● **Your objective**
Look through the records below and copy each line that includes the word "strong".

● **Records supplied**
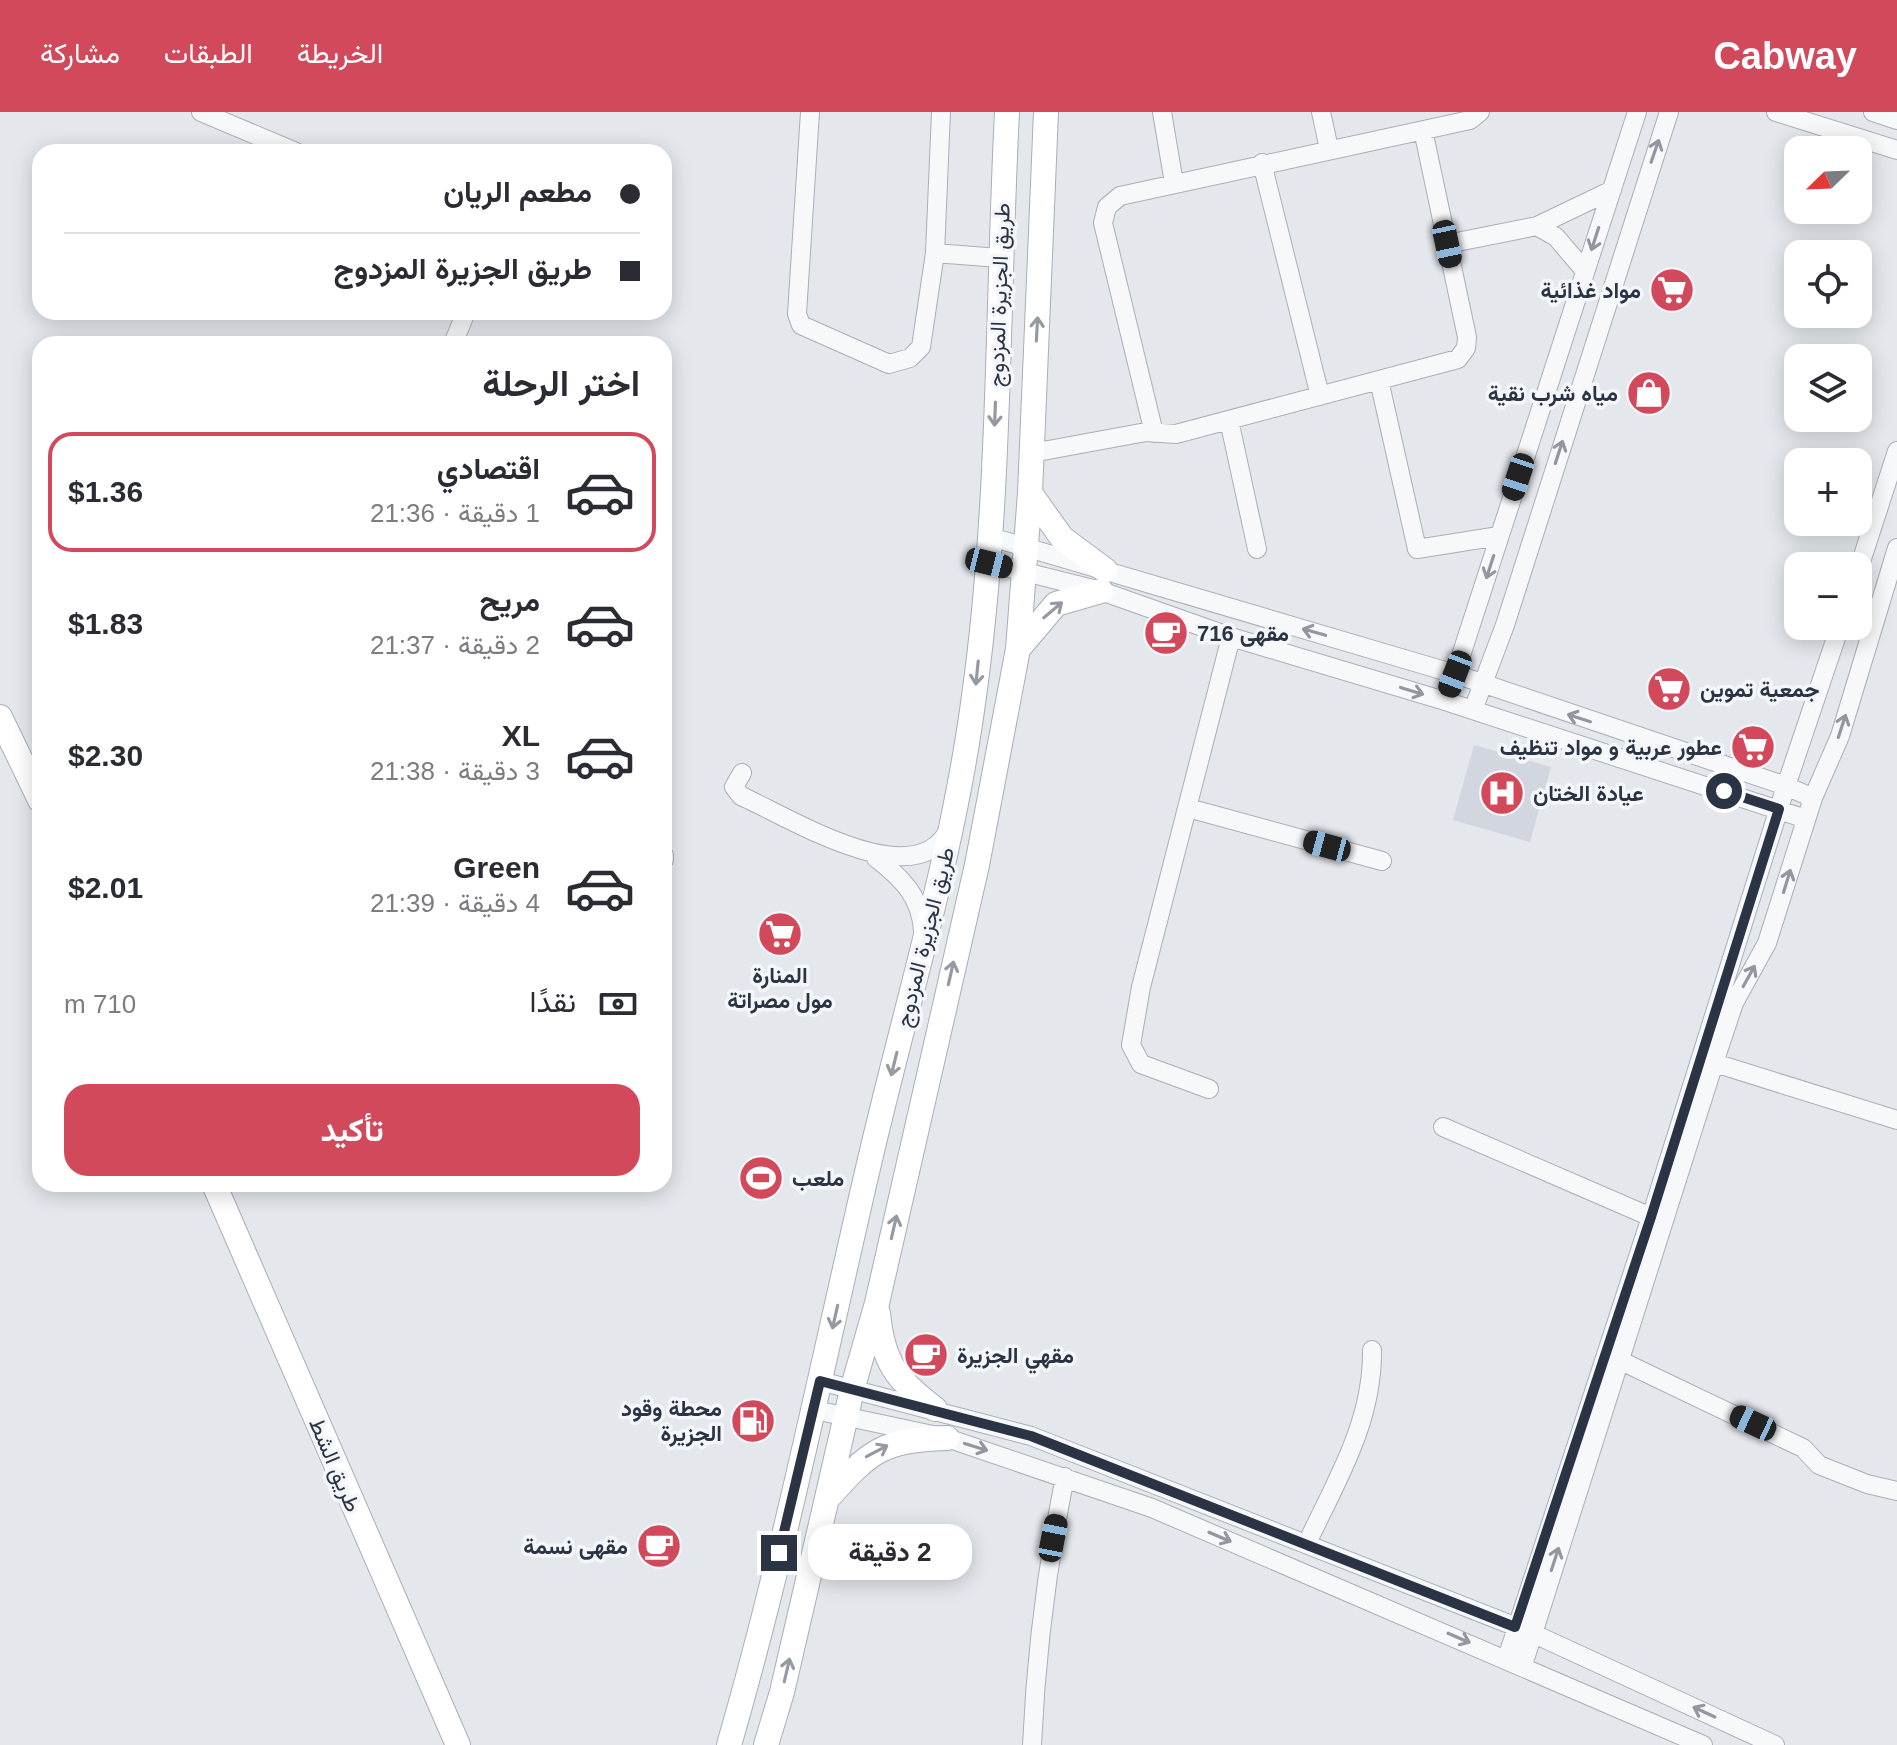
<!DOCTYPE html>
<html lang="ar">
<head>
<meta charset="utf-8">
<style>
  :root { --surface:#fff; --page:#f7f7f7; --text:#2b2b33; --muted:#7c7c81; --line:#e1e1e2; --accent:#d1495b }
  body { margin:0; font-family:Helvetica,Vazirmatn,sans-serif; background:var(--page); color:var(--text); direction:rtl; height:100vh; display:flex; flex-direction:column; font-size:30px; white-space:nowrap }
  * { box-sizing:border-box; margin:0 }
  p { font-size:26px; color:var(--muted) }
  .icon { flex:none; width:44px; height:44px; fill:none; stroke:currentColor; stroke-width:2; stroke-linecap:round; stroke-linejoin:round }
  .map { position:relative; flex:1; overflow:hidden; direction:ltr }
  .details { position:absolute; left:32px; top:224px; width:640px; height:856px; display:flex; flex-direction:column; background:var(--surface); border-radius:24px; box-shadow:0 4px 20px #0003; direction:rtl }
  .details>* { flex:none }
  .guide { position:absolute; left:32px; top:32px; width:640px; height:176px; border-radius:24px; box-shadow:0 4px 20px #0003; direction:rtl; display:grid; align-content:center; height:176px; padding:0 32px; background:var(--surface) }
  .needle { width:52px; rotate:247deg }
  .controls { position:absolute; left:1784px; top:24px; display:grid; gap:16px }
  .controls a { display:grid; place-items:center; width:88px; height:88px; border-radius:16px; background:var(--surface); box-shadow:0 4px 20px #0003; font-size:40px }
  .end { position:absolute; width:36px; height:36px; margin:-18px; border:10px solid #2b3445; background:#fff; box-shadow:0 0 0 4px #fff }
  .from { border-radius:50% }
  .bubble { position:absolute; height:56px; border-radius:24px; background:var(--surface); box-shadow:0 4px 20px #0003; font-size:26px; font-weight:700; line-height:56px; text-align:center; direction:rtl }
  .car { position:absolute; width:24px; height:48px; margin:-24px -12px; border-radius:10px; box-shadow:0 0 6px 2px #0007; background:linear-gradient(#222 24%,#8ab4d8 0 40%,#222 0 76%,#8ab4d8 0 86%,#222 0) }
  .guide b { display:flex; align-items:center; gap:28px; height:76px; font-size:30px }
  .guide b+b { border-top:2px solid var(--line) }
  .guide i { width:20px; height:20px; background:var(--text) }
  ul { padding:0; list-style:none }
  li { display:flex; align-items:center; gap:24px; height:120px; margin:0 16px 12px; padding:0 16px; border:4px solid transparent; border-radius:24px }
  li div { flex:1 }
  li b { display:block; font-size:30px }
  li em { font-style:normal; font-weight:700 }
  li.selected { border-color:var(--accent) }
  li>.icon { width:72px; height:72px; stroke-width:1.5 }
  h2 { padding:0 32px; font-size:36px; line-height:96px }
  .pay { display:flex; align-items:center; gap:20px; height:88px; padding:0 32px; font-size:30px }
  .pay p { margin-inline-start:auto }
  .action { display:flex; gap:16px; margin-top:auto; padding:16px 32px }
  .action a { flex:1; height:92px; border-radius:24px; background:var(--accent); color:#fff; font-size:32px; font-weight:700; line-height:92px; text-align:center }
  header { display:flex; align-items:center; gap:48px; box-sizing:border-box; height:112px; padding:0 40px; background:var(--accent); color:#fff }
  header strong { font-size:38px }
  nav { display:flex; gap:44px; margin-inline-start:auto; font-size:28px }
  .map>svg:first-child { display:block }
  .built { fill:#d2d6de }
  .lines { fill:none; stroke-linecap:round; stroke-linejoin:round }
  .minor-casing { stroke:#a9aeb7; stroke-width:20 }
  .secondary-casing { stroke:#a9aeb7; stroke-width:26 }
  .minor { stroke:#f7f8fa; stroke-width:18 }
  .secondary { stroke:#fff; stroke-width:24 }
  .oneway { stroke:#9196a0 }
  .oneway2 { stroke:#959aa2 }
  .route { stroke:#2b3445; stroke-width:10 }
  .labels { text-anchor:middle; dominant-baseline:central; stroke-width:7; stroke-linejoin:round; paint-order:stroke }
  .poi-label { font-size:22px; font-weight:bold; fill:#2b3445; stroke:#f4f6f9; text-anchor:end }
  .street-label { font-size:22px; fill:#2b3445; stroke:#f4f6f9 }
</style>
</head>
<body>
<header>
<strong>Cabway</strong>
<nav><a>الخريطة</a><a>الطبقات</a><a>مشاركة</a></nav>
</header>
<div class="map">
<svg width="1897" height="1633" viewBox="0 0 1897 1633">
  <rect width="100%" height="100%" fill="#e4e7ec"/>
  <path class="built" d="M1474,633l77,22 -21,75 -77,-22z"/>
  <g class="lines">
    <g class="minor-casing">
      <path id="minor" d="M201,0l95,40
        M810,0l-13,202 4,11 88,39 21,-6 11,-11 14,-94 6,-141
        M1162,0l12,71
        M1321,0l8,37
        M1776,0l121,38
        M1873,0l24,8
        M1262,51l58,233
        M1537,114l19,11 29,34
        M1447,132l90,-18 75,-36
        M935,141l64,5
        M453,232l13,-32
        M1379,268l38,169 82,-13
        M1229,308l28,129
        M1154,321l-51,-210 4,-16 13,-11 350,-76 10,-8
        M1032,341l114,-21 30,2 282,-75 8,-11 1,-11 -44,-207
        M991,425l464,137 182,-562
        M989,451l112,28 130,46 214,64 361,118
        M1858,459l39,-120
        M1445,589l10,-27 331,112 54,-160
        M1473,598l32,-85 164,-513
        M742,661l-8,14 7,9c48,21 175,102 208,33
        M1188,696l194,53
        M664,743v5
        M876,746c26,20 45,39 47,73
        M1705,948l192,60
        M1209,977l-68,-25 -10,-19 10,-58 90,-350
        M1443,1015l208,90
        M1619,1248l184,88 16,17 48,19 30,7
        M820,1269l211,55 501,197 243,112
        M815,1298l132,28 205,70 551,237
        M1307,1431c30,-63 66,-122 65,-193
        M1507,1546l144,-441 135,-431 27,12
        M1523,1553l191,-602 20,-60 33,-60 46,-145 27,-62 57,-188
        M1032,1633c4,-91 15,-179 33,-268"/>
    </g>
    <g class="secondary-casing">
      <path id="secondary" d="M1030,381l32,45 43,32
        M1018,537l38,-45 45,-13
        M0,605l40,83
        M214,1072l244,561
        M878,1201c5,51 18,65 57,96
        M827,1387c43,-48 54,-59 120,-61
        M729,1633c55,-190 94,-384 139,-577 36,-157 85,-312 106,-472 27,-193 23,-390 33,-584
        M766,1633l16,-53 70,-302 25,-87 100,-438 41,-216 12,-156 16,-381"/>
    </g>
    <use href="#minor" class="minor"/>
    <use href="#secondary" class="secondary"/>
  </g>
  <defs><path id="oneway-shaft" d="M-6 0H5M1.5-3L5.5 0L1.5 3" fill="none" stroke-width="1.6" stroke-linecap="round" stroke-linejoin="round" transform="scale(2)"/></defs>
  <g class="oneway">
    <use href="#oneway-shaft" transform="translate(1655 39) rotate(-71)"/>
    <use href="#oneway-shaft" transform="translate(1595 127) rotate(108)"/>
    <use href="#oneway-shaft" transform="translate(1559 340) rotate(-72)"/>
    <use href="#oneway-shaft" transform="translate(1490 455) rotate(108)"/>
    <use href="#oneway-shaft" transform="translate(1314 520) rotate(-164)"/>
    <use href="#oneway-shaft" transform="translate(1412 579) rotate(17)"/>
    <use href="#oneway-shaft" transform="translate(1579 606) rotate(-162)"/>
    <use href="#oneway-shaft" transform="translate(1842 614) rotate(-72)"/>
    <use href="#oneway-shaft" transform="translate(1787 769) rotate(-73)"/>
    <use href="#oneway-shaft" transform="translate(1749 864) rotate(-61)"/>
    <use href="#oneway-shaft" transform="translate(976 1335) rotate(17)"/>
    <use href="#oneway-shaft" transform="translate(1220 1425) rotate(23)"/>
    <use href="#oneway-shaft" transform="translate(1555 1447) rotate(-72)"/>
    <use href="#oneway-shaft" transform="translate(1459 1526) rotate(23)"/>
    <use href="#oneway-shaft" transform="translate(1704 1600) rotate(-155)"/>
  </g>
  <g class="oneway2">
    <use href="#oneway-shaft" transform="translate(1037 217) rotate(-87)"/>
    <use href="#oneway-shaft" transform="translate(995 302) rotate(92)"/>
    <use href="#oneway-shaft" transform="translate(1053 498) rotate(-40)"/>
    <use href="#oneway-shaft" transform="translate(977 561) rotate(96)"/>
    <use href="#oneway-shaft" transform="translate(951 861) rotate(-77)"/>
    <use href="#oneway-shaft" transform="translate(894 952) rotate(104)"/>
    <use href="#oneway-shaft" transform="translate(894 1115) rotate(-77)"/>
    <use href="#oneway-shaft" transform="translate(835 1205) rotate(103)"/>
    <use href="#oneway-shaft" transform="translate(877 1339) rotate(-28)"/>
    <use href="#oneway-shaft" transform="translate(787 1558) rotate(-77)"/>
  </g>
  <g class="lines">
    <path class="route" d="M779,1441l41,-172 211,55 484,191 136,-410 128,-408 -55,-18"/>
  </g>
  <defs>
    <g id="supermarket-disc" transform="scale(2.3)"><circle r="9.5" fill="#d1495b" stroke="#f4f6f9"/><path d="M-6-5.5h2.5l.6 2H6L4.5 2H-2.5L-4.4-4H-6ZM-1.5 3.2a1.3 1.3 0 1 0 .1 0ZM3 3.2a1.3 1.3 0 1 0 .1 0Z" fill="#fff"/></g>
    <g id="shop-disc" transform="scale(2.3)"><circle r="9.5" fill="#d1495b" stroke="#f4f6f9"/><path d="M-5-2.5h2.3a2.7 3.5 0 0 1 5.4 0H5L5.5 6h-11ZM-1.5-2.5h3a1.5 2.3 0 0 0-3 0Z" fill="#fff"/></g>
    <g id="cafe-disc" transform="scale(2.3)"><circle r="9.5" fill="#d1495b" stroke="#f4f6f9"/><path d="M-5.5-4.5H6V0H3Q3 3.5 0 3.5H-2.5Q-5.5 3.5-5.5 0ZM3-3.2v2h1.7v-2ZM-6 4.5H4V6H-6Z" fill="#fff"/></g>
    <g id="hospital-disc" transform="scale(2.3)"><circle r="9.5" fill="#d1495b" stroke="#f4f6f9"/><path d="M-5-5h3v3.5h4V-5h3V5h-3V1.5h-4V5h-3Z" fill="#fff"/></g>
    <g id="stadium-disc" transform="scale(2.3)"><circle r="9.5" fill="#d1495b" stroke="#f4f6f9"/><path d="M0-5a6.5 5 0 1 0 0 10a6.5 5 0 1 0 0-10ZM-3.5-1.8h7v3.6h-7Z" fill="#fff"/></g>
    <g id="fuel-disc" transform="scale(2.3)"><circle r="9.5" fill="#d1495b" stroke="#f4f6f9"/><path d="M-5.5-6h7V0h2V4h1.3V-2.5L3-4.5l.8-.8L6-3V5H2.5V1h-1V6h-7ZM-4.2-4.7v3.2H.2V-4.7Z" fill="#fff"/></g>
  </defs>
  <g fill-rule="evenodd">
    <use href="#supermarket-disc" x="1672" y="178"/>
    <use href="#shop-disc" x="1649" y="281"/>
    <use href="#cafe-disc" x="1166" y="521"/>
    <use href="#supermarket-disc" x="1669" y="577"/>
    <use href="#supermarket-disc" x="1753" y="635"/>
    <use href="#hospital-disc" x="1502" y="681"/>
    <use href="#supermarket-disc" x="780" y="822"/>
    <use href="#stadium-disc" x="761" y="1066"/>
    <use href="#cafe-disc" x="926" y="1243"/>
    <use href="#fuel-disc" x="753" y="1309"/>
    <use href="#cafe-disc" x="659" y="1434"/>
  </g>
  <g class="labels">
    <g class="poi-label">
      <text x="1641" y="178">مواد غذائية</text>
      <text x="1618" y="281">مياه شرب نقية</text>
      <text x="1197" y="521" text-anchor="start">مقهى 716</text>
      <text x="1700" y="577" text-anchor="start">جمعية تموين</text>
      <text x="1722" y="635">عطور عربية و مواد تنظيف</text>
      <text x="1533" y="681" text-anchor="start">عيادة الختان</text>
      <text x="780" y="863" text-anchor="middle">المنارة<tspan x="780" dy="25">مول مصراتة</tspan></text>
      <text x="792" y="1066" text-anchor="start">ملعب</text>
      <text x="957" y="1243" text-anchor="start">مقهي الجزيرة</text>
      <text x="722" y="1296">محطة وقود<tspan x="722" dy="25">الجزيرة</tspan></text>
      <text x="628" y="1434">مقهى نسمة</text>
    </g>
    <g class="street-label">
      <text transform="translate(999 183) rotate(-88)">طريق الجزيرة المزدوج</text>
      <text transform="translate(925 825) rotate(-76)">طريق الجزيرة المزدوج</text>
      <text transform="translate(335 1353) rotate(67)">طريق الشط</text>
    </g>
  </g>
</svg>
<div class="controls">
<a><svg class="needle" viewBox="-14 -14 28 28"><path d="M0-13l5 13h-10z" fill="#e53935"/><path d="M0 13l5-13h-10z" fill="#7c7c81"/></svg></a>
<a><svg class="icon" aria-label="locate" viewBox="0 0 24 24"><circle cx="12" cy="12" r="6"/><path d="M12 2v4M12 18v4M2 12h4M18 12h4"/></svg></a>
<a><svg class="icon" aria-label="layers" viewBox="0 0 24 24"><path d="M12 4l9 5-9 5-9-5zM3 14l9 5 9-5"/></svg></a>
<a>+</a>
<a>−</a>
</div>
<i class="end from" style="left:1724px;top:679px"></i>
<i class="end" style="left:779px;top:1441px"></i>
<div class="bubble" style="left:808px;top:1412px;width:164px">2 دقيقة</div>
<i class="car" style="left:1447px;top:132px;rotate:168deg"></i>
<i class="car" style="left:1518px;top:365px;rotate:198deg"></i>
<i class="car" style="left:989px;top:451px;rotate:104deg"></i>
<i class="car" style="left:1455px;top:562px;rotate:201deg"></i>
<i class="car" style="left:1327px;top:734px;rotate:285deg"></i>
<i class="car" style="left:1753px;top:1311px;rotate:295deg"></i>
<i class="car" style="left:1053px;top:1426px;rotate:11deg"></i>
<div class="guide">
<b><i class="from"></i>مطعم الريان</b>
<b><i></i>طريق الجزيرة المزدوج</b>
</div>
<section class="details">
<h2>اختر الرحلة</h2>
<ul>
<li class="selected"><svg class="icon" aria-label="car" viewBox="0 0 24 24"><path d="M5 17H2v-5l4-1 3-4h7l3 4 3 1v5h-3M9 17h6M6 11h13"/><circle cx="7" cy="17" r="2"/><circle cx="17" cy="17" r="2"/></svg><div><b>اقتصادي</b><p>1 دقيقة · 21:36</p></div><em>$1.36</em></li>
<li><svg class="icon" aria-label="car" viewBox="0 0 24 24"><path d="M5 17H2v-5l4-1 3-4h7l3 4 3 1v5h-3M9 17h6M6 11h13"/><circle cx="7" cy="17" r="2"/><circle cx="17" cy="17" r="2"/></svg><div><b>مريح</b><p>2 دقيقة · 21:37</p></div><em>$1.83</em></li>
<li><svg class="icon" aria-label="car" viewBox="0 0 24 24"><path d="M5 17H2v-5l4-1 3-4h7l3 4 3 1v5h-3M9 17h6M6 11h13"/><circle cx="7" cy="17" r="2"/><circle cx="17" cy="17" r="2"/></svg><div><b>XL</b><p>3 دقيقة · 21:38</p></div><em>$2.30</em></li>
<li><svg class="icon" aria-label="car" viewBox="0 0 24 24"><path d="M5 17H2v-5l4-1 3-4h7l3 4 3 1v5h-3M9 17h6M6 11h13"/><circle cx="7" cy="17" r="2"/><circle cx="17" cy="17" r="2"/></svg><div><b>Green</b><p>4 دقيقة · 21:39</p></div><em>$2.01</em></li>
</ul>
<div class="pay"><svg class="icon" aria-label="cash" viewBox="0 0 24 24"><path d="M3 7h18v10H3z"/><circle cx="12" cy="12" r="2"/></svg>نقدًا<p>710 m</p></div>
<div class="action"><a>تأكيد</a></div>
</section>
</div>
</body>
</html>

● **Response area**
  header strong { font-size:38px }
<strong>Cabway</strong>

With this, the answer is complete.